— WHAT YOU NEED TO DO —
Give an exact copy of the lines from the beginning of the listing below to the "font-size:23px; font-weight:400; color:var(--muted)" line, inclusive.

— MATERIAL SHOWN —
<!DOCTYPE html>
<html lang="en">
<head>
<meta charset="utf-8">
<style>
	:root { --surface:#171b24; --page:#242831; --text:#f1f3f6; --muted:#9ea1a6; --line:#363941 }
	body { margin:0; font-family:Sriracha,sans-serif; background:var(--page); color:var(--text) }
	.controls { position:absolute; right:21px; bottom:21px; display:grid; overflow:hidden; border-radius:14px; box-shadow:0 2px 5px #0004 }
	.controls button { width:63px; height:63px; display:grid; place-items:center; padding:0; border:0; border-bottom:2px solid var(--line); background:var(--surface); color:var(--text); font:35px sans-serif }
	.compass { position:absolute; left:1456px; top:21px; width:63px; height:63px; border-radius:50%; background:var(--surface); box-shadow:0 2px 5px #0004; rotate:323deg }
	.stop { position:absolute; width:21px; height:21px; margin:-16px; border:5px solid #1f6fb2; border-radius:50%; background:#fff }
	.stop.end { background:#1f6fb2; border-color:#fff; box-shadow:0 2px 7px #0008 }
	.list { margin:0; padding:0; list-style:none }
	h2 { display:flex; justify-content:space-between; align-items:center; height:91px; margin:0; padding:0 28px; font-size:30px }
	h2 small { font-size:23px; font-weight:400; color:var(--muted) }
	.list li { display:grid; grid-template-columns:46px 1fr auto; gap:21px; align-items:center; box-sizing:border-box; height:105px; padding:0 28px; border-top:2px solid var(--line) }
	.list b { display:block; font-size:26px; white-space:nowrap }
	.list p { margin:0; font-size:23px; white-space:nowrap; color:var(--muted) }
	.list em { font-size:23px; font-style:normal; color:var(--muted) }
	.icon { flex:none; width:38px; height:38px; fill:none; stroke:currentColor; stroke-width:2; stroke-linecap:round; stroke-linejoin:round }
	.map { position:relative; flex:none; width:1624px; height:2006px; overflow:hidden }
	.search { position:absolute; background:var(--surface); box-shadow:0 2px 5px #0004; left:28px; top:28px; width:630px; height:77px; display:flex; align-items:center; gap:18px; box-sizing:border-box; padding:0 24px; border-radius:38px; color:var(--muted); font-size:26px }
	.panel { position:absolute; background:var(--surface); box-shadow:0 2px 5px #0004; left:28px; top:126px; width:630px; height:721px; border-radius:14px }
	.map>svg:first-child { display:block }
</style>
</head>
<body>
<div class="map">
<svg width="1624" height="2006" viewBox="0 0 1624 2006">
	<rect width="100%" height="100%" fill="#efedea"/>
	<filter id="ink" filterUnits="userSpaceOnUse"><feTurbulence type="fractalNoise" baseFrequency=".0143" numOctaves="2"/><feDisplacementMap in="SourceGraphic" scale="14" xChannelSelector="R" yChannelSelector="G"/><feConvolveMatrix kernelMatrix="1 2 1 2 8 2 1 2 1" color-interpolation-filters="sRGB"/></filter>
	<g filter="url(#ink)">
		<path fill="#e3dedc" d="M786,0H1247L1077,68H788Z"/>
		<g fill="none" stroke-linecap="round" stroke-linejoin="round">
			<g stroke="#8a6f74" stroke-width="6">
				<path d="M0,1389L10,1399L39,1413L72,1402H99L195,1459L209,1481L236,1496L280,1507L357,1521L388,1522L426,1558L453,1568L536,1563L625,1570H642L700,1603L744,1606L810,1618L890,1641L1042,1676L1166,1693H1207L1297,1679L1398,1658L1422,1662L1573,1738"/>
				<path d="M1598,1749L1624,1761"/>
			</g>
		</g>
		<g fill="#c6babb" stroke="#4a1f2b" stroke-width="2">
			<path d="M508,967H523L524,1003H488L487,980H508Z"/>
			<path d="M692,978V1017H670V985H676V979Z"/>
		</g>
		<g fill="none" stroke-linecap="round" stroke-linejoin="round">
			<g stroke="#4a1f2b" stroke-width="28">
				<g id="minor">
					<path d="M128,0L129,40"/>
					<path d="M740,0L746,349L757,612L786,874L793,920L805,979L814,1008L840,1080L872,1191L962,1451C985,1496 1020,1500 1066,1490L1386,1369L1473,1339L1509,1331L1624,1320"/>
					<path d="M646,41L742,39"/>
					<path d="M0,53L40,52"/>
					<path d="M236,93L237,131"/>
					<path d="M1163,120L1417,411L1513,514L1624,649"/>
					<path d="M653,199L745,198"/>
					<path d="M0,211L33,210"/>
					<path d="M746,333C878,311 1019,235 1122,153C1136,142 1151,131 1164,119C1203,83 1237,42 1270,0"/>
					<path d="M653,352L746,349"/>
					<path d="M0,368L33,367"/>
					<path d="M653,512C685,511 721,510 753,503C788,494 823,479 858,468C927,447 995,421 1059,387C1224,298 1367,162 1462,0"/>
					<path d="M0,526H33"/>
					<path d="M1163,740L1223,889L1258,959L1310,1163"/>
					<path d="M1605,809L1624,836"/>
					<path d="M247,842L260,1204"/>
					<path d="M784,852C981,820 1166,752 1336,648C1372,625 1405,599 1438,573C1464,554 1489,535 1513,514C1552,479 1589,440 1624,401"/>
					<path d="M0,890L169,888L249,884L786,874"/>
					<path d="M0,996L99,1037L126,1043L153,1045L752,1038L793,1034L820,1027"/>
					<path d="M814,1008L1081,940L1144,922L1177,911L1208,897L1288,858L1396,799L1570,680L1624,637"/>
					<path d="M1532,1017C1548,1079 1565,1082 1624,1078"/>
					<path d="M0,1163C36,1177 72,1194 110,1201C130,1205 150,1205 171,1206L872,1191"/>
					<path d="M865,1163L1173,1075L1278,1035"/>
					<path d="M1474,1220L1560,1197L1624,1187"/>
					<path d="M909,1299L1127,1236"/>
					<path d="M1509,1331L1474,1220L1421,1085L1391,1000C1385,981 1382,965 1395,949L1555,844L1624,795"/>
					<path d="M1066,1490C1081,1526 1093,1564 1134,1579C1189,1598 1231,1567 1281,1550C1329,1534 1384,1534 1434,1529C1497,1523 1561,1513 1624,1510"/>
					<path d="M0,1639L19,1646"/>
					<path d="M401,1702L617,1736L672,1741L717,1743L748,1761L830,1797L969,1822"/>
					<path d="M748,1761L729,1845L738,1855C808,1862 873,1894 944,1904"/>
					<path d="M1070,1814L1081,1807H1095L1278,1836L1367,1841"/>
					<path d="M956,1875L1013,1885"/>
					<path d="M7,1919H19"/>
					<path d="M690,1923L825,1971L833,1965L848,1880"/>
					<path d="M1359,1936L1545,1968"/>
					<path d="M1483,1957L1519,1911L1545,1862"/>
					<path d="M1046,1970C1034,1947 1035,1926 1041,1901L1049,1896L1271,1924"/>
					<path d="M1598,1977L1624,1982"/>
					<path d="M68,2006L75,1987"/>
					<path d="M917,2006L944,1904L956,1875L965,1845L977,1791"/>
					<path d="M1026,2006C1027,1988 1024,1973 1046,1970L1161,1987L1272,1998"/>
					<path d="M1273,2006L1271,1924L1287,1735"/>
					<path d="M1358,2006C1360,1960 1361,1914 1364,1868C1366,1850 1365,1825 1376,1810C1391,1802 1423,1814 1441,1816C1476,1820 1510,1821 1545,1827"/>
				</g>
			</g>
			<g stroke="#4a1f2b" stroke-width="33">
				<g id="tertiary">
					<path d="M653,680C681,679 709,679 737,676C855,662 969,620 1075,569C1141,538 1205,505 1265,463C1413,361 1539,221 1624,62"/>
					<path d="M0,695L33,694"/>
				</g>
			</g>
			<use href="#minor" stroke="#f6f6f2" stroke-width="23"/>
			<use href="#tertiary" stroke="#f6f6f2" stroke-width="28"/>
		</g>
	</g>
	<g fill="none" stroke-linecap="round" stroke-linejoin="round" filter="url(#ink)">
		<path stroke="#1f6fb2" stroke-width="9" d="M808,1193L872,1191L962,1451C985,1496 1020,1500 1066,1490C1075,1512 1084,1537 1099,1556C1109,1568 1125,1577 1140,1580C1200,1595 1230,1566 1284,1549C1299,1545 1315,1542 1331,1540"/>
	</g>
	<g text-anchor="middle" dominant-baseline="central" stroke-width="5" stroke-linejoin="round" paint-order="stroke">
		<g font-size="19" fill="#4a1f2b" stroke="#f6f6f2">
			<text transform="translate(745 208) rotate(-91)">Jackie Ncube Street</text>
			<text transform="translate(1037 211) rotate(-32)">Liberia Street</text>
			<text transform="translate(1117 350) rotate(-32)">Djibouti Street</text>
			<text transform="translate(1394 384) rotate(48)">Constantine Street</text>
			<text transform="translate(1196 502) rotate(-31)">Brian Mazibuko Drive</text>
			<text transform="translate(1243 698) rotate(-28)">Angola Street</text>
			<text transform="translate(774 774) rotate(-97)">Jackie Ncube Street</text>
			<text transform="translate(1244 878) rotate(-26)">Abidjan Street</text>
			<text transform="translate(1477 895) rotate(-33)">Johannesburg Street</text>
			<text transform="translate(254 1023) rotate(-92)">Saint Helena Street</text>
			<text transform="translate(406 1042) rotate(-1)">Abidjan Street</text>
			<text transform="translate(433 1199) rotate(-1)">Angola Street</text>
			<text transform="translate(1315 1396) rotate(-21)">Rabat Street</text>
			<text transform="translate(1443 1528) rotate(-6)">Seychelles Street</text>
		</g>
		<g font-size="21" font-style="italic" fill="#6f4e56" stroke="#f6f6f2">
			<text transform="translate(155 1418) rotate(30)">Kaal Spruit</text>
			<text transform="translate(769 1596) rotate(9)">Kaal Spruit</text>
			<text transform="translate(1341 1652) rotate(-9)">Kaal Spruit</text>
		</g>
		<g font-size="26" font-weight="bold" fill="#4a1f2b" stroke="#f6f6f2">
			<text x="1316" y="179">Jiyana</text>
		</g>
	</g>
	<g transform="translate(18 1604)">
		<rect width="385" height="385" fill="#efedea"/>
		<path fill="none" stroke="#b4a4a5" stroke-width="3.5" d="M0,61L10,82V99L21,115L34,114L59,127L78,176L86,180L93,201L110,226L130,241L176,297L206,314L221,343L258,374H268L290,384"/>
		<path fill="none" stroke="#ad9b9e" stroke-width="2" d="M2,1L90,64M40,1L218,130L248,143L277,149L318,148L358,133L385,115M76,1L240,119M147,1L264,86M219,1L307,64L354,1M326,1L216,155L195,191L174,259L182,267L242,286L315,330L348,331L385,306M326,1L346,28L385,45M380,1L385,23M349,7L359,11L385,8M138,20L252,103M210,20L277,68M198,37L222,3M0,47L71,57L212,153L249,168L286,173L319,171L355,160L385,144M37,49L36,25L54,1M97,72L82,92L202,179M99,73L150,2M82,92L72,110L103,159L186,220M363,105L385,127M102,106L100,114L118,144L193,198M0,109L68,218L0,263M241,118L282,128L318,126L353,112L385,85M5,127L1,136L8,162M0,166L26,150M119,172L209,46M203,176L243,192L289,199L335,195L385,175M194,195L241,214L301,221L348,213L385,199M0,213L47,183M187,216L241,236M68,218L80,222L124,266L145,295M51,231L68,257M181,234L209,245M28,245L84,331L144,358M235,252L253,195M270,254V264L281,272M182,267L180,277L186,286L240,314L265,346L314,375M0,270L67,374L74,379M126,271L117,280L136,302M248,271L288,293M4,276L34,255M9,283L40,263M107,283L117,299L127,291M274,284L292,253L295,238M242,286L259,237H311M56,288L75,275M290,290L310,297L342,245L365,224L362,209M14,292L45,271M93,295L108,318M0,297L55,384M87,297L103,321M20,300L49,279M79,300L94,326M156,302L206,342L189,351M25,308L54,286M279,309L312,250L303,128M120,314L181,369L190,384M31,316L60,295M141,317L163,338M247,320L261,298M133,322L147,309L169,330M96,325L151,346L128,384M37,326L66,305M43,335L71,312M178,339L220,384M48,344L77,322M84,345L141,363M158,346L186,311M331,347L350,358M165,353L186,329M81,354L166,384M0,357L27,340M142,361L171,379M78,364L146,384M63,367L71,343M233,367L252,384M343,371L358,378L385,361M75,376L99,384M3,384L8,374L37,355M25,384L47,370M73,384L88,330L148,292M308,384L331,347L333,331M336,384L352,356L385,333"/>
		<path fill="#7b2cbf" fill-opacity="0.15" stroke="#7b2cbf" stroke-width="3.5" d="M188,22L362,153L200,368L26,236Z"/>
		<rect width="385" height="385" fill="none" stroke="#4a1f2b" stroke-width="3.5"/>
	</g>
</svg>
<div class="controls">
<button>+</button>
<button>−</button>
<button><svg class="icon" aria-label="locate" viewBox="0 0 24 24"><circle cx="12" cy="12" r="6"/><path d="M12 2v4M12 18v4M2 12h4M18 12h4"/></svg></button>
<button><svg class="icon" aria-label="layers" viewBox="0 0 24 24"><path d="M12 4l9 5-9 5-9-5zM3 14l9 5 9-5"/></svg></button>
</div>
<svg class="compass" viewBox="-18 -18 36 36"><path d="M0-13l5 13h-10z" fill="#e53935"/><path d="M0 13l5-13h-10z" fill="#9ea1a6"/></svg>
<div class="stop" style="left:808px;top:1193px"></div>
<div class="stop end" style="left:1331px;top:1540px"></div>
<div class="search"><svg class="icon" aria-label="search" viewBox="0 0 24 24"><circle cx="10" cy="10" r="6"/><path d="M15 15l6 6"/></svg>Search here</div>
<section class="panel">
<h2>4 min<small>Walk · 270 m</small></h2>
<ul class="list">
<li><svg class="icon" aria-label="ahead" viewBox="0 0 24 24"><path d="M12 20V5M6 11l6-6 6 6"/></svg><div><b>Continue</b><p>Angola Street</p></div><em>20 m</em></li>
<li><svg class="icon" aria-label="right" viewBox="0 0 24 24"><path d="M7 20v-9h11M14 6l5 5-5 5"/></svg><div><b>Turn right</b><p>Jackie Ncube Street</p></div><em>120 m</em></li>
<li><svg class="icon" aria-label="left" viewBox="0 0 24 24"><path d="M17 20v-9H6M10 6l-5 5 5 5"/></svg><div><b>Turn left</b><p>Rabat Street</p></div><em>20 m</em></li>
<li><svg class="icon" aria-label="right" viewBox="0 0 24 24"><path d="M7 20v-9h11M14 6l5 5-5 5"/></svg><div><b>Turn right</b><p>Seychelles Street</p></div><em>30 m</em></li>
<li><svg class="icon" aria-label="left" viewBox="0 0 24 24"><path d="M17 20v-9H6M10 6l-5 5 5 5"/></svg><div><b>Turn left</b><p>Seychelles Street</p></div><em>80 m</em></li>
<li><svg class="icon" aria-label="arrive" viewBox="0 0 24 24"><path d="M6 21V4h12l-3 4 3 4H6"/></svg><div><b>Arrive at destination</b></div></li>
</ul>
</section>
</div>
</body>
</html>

— TASK RESPONSE —
<!DOCTYPE html>
<html lang="en">
<head>
<meta charset="utf-8">
<style>
	:root { --surface:#171b24; --page:#242831; --text:#f1f3f6; --muted:#9ea1a6; --line:#363941 }
	body { margin:0; font-family:Sriracha,sans-serif; background:var(--page); color:var(--text) }
	.controls { position:absolute; right:21px; bottom:21px; display:grid; overflow:hidden; border-radius:14px; box-shadow:0 2px 5px #0004 }
	.controls button { width:63px; height:63px; display:grid; place-items:center; padding:0; border:0; border-bottom:2px solid var(--line); background:var(--surface); color:var(--text); font:35px sans-serif }
	.compass { position:absolute; left:1456px; top:21px; width:63px; height:63px; border-radius:50%; background:var(--surface); box-shadow:0 2px 5px #0004; rotate:323deg }
	.stop { position:absolute; width:21px; height:21px; margin:-16px; border:5px solid #1f6fb2; border-radius:50%; background:#fff }
	.stop.end { background:#1f6fb2; border-color:#fff; box-shadow:0 2px 7px #0008 }
	.list { margin:0; padding:0; list-style:none }
	h2 { display:flex; justify-content:space-between; align-items:center; height:91px; margin:0; padding:0 28px; font-size:30px }
	h2 small { font-size:23px; font-weight:400; color:var(--muted) }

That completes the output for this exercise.